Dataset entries
----

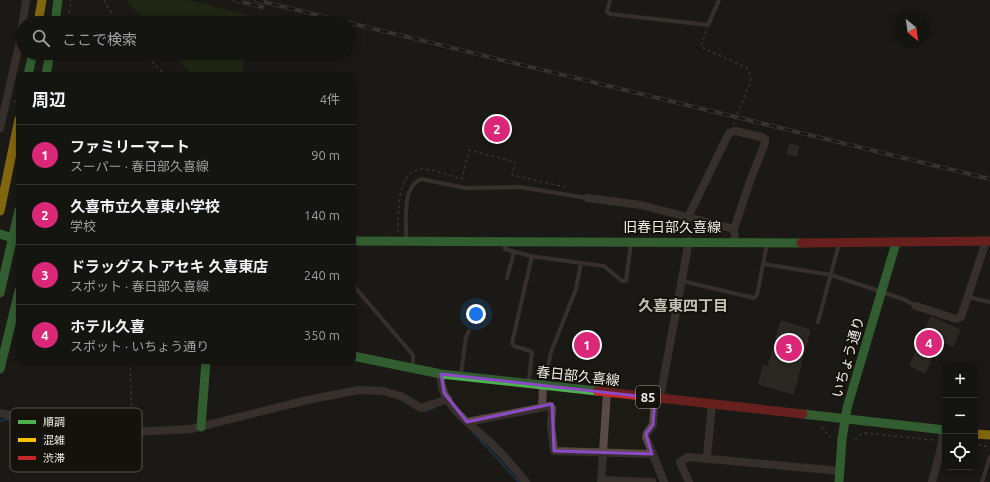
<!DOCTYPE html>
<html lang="ja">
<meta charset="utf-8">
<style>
:root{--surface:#141410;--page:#1d1d19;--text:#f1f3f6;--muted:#9d9e9f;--line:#333330;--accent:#db2777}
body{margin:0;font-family:Ubuntu,"Noto Sans JP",sans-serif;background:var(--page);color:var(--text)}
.controls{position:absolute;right:12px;bottom:12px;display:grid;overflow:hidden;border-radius:8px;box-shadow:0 2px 6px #0003}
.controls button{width:36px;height:36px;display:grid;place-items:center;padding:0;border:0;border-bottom:1px solid var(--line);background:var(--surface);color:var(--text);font:20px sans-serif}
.compass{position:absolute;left:894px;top:12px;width:36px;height:36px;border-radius:50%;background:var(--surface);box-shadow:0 2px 6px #0003;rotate:151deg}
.you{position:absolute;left:476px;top:314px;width:14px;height:14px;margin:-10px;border:3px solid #fff;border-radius:50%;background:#1a73e8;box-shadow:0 0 0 6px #1a73e833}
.badge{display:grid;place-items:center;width:26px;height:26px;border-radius:50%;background:var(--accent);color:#fff;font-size:13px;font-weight:700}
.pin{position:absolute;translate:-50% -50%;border:2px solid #fff;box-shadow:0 1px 4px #0006}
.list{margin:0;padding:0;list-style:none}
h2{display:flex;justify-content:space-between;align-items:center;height:52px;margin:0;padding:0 16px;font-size:17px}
h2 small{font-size:13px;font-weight:400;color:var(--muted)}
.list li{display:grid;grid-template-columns:26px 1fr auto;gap:12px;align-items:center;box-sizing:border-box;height:60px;padding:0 16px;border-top:1px solid var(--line)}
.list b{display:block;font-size:15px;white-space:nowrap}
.list p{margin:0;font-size:13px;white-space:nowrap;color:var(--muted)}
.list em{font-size:13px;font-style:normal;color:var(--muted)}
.icon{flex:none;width:22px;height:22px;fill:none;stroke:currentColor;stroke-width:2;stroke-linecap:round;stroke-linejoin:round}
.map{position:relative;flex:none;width:990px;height:482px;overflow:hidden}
.search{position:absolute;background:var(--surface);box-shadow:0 2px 6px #0003;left:16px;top:16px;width:340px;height:44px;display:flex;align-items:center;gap:10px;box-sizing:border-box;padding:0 14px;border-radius:22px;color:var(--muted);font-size:15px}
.panel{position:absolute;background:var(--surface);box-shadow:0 2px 6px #0003;left:16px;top:72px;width:340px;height:292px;border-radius:8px}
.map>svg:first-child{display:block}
</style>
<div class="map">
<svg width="990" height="482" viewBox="0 0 990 482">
<rect width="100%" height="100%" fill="#1b1a15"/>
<path fill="#273711" d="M126,0H188L254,17L253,23H147Z
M173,53H246L241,75H193Z"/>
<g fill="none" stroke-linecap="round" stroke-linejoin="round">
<path stroke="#1a486b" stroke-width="2.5" d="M422,410L425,411L435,407
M0,421L10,418
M473,432L519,482
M96,433L111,434"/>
</g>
<path fill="#3e3831" stroke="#464440" d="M790,144L799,147L796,156L787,154Z
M931,317L960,330L953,346L939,340L925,373L910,366Z
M781,321L810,330L793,394L759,384L763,366L768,367Z
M577,336L599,340L597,353L575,350Z"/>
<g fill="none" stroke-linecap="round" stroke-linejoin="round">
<path stroke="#59504d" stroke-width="1.5" stroke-dasharray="3 3" stroke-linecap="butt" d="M104,0L117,23
M68,19L71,0
M706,31L701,47L747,68L750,74L751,81L733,124
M143,53L165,75
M14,101L19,102
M398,232C399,214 395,170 423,169C435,169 450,176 462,179L469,150L515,162L512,175L565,187
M130,361L132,423
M821,427L831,437
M855,440L861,434L866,433L933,440
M978,445L990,447"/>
<path stroke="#594a46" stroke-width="4" d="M610,0L607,12L610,14L708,25L719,0
M406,241C407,223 401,187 421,179L466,188L520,187L587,198
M505,242V249L530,256L604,266L622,281H626L631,243
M764,264L831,275L903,299L916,306
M507,278L514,252
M682,281L754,298L757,295L767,244
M353,285L413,355V368
M968,297L990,302
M818,322L839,244
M461,374L466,337L469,331
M528,382C531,372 530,364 532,353L530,351L514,346L512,343L532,256
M544,384L551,352L576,289L581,263
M982,482L990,457"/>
<path stroke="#594a46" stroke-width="8" d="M0,128L20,41L26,0
M587,198L641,205L734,229L735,241
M688,217L729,133L735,131L761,137L765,139V143L750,181L734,229
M916,306L956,319L961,317L986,241
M441,374C437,403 473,426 491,443C504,455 515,469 526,482
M655,398L653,425L647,433L646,437L664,482
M660,398L689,241
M542,407L543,386
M0,413L73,427L132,432L191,429L307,400L359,390L382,391L401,396L421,408L448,399
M467,422L550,406L552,408L551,426L554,451L652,454
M707,457L712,404
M601,480L652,482
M601,482L607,393
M689,482L680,462L688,457L840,471
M932,482L941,448L943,430"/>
<path stroke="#4caf50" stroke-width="9" d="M55,23L58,0
M28,75L33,53
M46,75L50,53
M0,234L19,240
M353,241L801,243
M353,356L441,374L597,391
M0,369L19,291
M803,414L945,430
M201,427L206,361
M839,482L842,439L847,408L896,243"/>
<path stroke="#ffc107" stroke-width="9" d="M38,23L42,0
M0,211L19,119
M975,434L990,435"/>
<path stroke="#c62828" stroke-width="9" d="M801,243L990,241
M597,391L803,414"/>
<defs>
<path id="rail" d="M235,0L262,7
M256,0L990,179"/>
</defs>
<use href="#rail" stroke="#57514d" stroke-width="4"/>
<use href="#rail" stroke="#14120a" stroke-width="2.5" stroke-dasharray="8" stroke-linecap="butt"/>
<path stroke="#4caf50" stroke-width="9" d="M0,293L19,210"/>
</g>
<path d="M0 0H990V482H0ZM441,374L655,398L653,425L646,434L652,454L554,451L552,404L467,422L444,393Z" fill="#1b1a15" fill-opacity=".55" fill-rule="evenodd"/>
<path fill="none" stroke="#8c49c5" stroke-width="3" stroke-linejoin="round" d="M441,374L655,398L653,425L646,434L652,454L554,451L552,404L467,422L444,393Z"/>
<g text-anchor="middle" stroke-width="4" stroke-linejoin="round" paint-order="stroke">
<rect fill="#14120a" stroke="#adaba5" stroke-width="1" x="636" y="386" width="24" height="22" rx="3"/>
<g font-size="13" font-weight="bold" fill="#eeede7">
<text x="648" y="402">85</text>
</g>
<g font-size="14" fill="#eeede7" stroke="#14120a">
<text x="672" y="232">旧春日部久喜線</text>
<text transform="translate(848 357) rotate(-74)" y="5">いちょう通り</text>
<text transform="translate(578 376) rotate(6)" y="5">春日部久喜線</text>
</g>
<g font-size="15" font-weight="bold" fill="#c3c0b5" stroke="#14120a">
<text x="683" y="311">久喜東四丁目</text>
</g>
</g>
<rect x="10" y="408" width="132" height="64" rx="6" fill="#14120a" stroke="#55544c" stroke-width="1"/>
<rect x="18" y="420" width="18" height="4" fill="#4caf50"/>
<rect x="18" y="438" width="18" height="4" fill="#ffc107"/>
<rect x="18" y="456" width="18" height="4" fill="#c62828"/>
<g font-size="11" fill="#eeede7">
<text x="43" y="426">順調</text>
<text x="43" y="444">混雑</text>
<text x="43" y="462">渋滞</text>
</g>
</svg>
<div class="controls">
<button>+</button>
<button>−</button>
<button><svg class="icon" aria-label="locate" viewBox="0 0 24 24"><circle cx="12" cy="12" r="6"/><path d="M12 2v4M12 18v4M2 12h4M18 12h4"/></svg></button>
</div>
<svg class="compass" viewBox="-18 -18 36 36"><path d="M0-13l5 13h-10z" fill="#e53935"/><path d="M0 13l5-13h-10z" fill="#9d9e9f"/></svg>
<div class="you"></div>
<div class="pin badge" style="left:587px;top:345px">1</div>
<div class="pin badge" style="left:497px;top:129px">2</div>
<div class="pin badge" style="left:789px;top:348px">3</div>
<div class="pin badge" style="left:929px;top:343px">4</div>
<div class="search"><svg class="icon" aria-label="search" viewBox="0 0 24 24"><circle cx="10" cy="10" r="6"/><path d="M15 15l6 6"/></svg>ここで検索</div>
<section class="panel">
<h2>周辺<small>4件</small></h2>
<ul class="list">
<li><span class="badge">1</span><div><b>ファミリーマート</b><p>スーパー · 春日部久喜線</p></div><em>90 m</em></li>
<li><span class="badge">2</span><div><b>久喜市立久喜東小学校</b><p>学校</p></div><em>140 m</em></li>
<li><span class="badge">3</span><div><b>ドラッグストアセキ 久喜東店</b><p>スポット · 春日部久喜線</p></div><em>240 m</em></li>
<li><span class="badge">4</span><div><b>ホテル久喜</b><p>スポット · いちょう通り</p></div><em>350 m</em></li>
</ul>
</section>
</div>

----

_Work request_
Leave out every line before the one containing "<h2>周辺<small>4件</small></h2>". Transcribe that line and all lines after it through the end of the data above, exactly.

_Task output_
<h2>周辺<small>4件</small></h2>
<ul class="list">
<li><span class="badge">1</span><div><b>ファミリーマート</b><p>スーパー · 春日部久喜線</p></div><em>90 m</em></li>
<li><span class="badge">2</span><div><b>久喜市立久喜東小学校</b><p>学校</p></div><em>140 m</em></li>
<li><span class="badge">3</span><div><b>ドラッグストアセキ 久喜東店</b><p>スポット · 春日部久喜線</p></div><em>240 m</em></li>
<li><span class="badge">4</span><div><b>ホテル久喜</b><p>スポット · いちょう通り</p></div><em>350 m</em></li>
</ul>
</section>
</div>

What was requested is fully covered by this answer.